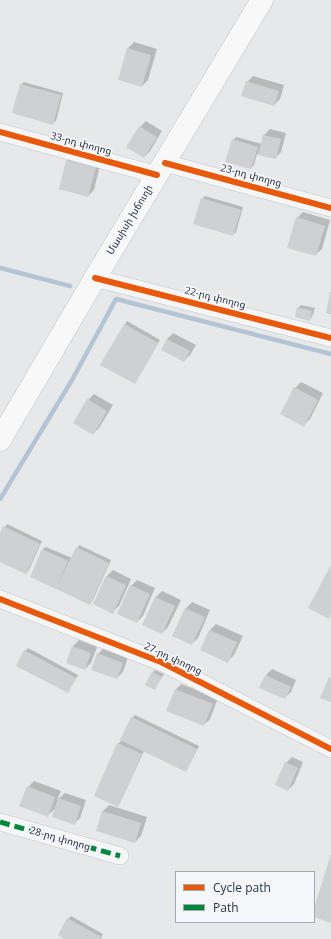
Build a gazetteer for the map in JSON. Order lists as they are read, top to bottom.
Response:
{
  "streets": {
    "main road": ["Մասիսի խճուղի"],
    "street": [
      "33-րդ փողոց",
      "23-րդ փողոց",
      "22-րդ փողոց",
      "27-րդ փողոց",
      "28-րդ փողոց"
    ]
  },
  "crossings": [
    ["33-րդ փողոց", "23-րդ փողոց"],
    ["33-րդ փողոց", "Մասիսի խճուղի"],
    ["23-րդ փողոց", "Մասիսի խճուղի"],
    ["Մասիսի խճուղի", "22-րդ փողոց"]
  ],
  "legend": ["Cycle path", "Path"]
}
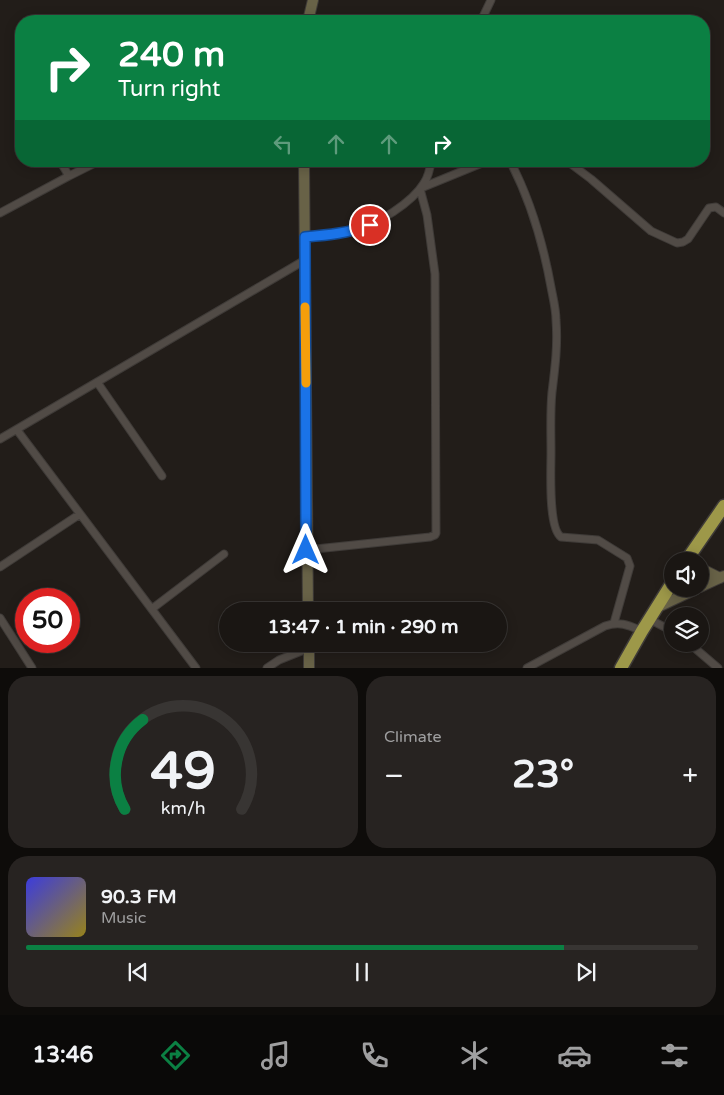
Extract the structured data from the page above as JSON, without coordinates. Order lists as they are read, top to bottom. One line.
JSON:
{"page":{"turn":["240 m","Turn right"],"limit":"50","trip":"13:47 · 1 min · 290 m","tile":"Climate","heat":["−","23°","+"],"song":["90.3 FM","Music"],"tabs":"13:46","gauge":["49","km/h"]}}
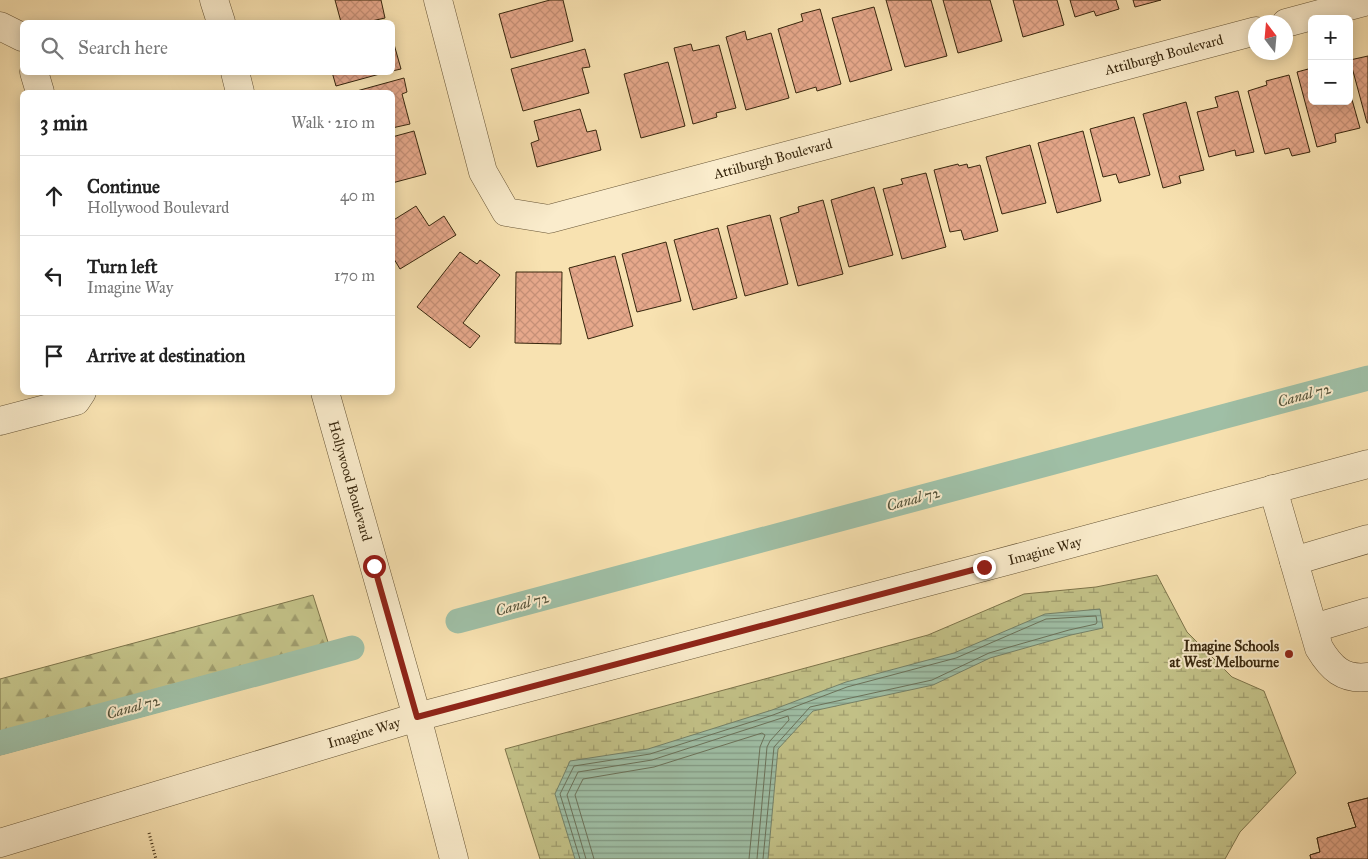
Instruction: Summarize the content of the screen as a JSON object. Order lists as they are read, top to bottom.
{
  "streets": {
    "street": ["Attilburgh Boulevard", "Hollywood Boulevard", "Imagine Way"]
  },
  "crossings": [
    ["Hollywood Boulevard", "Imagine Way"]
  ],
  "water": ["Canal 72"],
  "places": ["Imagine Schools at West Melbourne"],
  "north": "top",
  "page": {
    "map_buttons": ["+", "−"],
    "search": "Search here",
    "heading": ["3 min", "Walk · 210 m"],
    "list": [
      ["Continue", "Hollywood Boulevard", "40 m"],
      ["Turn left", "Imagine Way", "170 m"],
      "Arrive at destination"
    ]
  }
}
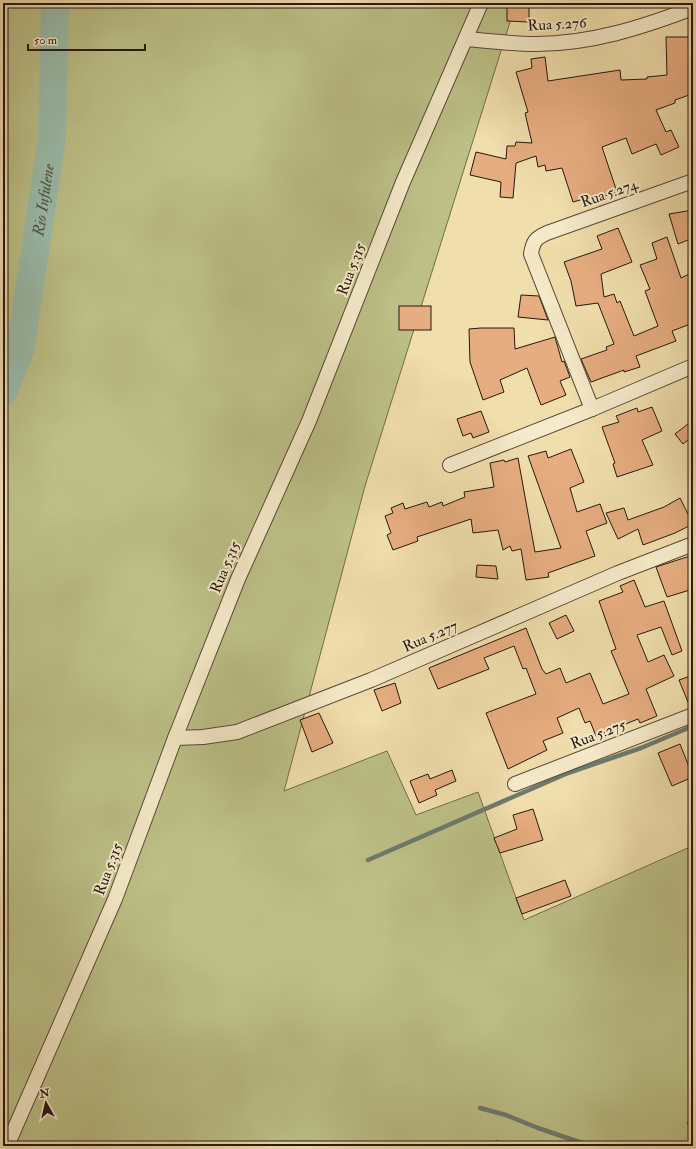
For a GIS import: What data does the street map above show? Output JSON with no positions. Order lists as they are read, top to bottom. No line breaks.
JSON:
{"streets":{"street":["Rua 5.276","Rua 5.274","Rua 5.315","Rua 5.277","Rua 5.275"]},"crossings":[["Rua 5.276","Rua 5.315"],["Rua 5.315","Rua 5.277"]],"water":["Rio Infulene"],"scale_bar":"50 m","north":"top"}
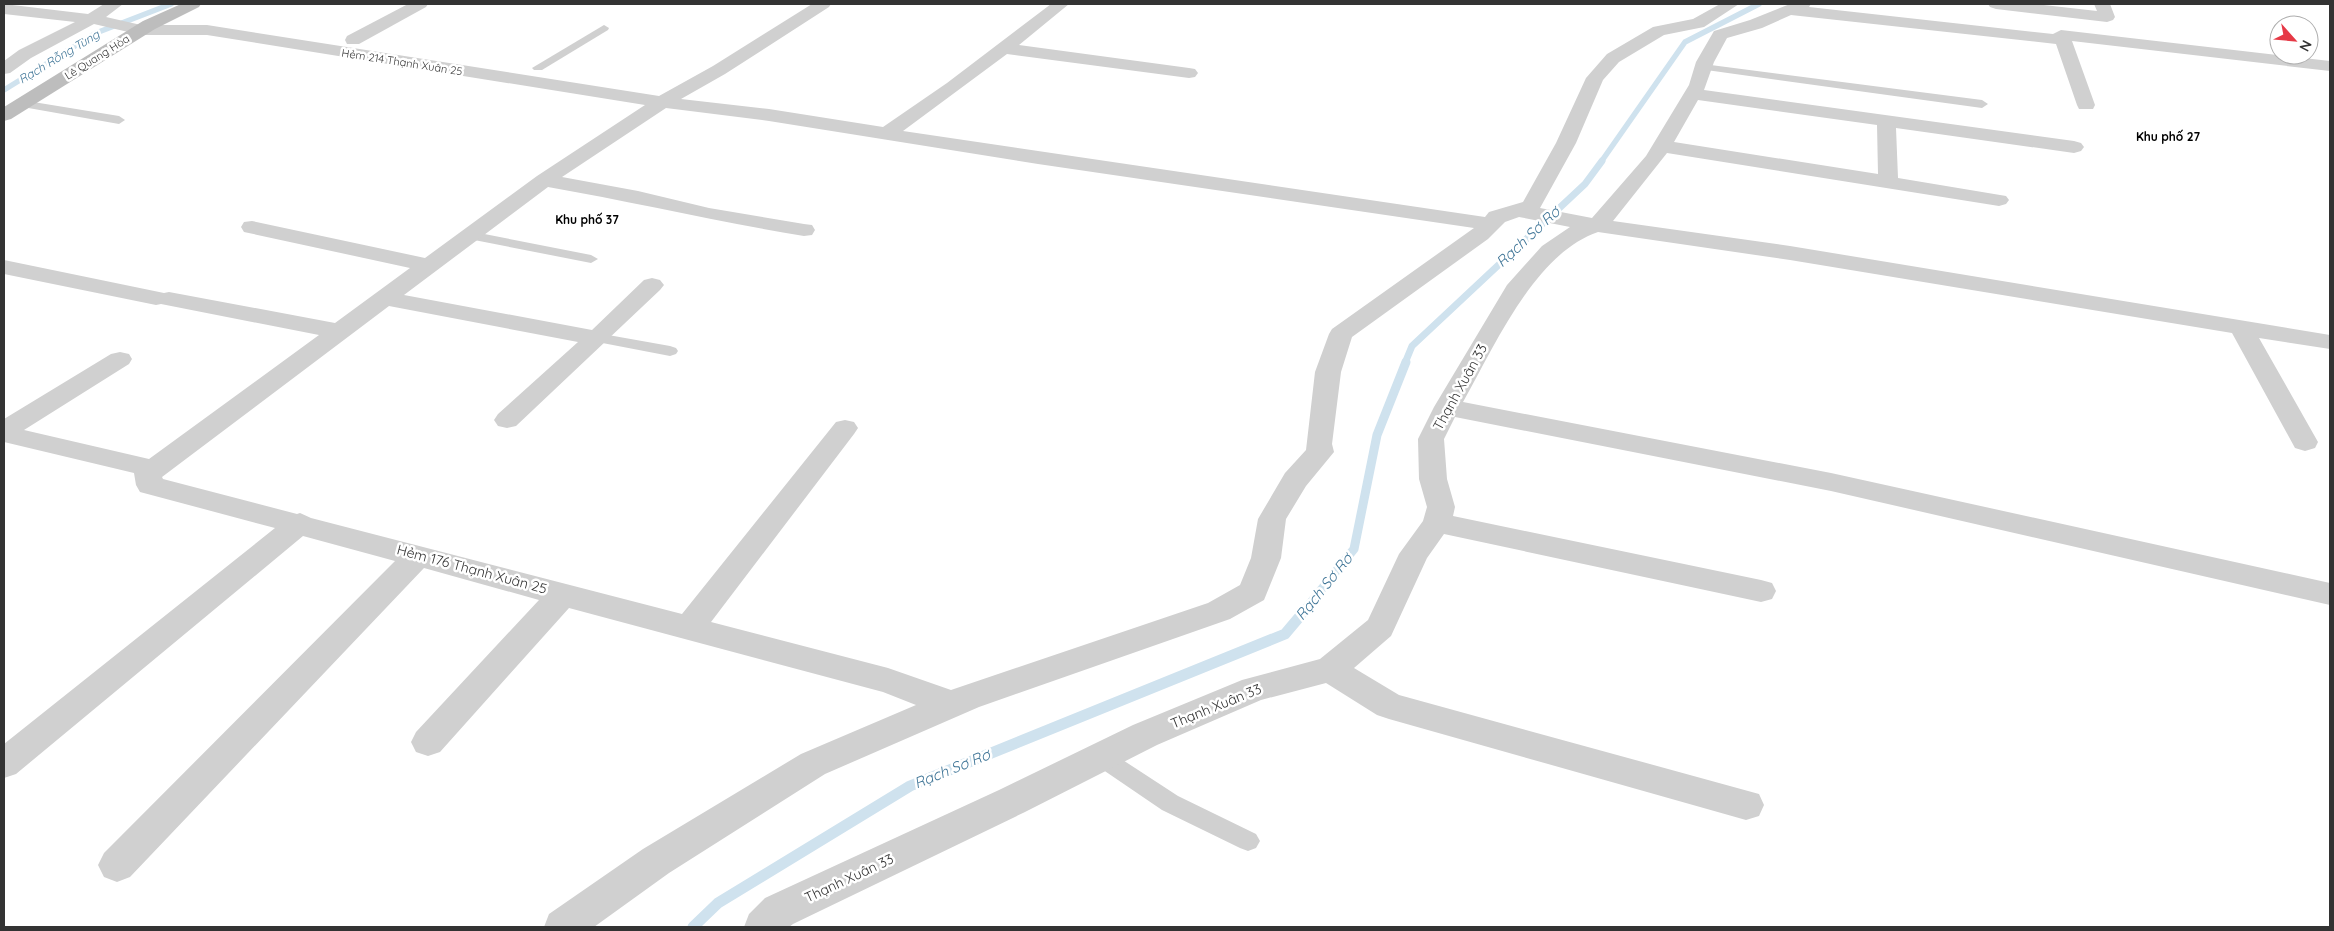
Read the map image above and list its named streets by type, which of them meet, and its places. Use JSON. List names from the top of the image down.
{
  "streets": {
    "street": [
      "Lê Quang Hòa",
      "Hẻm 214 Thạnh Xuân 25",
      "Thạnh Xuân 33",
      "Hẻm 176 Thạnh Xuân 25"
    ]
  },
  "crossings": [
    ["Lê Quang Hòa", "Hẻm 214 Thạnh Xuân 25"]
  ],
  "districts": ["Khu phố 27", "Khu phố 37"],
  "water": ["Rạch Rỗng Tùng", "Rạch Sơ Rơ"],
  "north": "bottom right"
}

### WHAT YOU WILL DO
Everything from the first line of the records through the line containing "Extract the structured" should be repeated exactly, with the pictures left out.

### SOLUTION
Build a gazetteer for the map in JSON. Order lists as they are read, top to bottom.
Response:
{
  "streets": {
    "main road": ["Մասիսի խճուղի"],
    "street": [
      "33-րդ փողոց",
      "23-րդ փողոց",
      "22-րդ փողոց",
      "27-րդ փողոց",
      "28-րդ փողոց"
    ]
  },
  "crossings": [
    ["33-րդ փողոց", "23-րդ փողոց"],
    ["33-րդ փողոց", "Մասիսի խճուղի"],
    ["23-րդ փողոց", "Մասիսի խճուղի"],
    ["Մասիսի խճուղի", "22-րդ փողոց"]
  ],
  "legend": ["Cycle path", "Path"]
}
Extract the structured data from the page above as JSON, without coordinates. Order lists as they are read, top to bottom. One line.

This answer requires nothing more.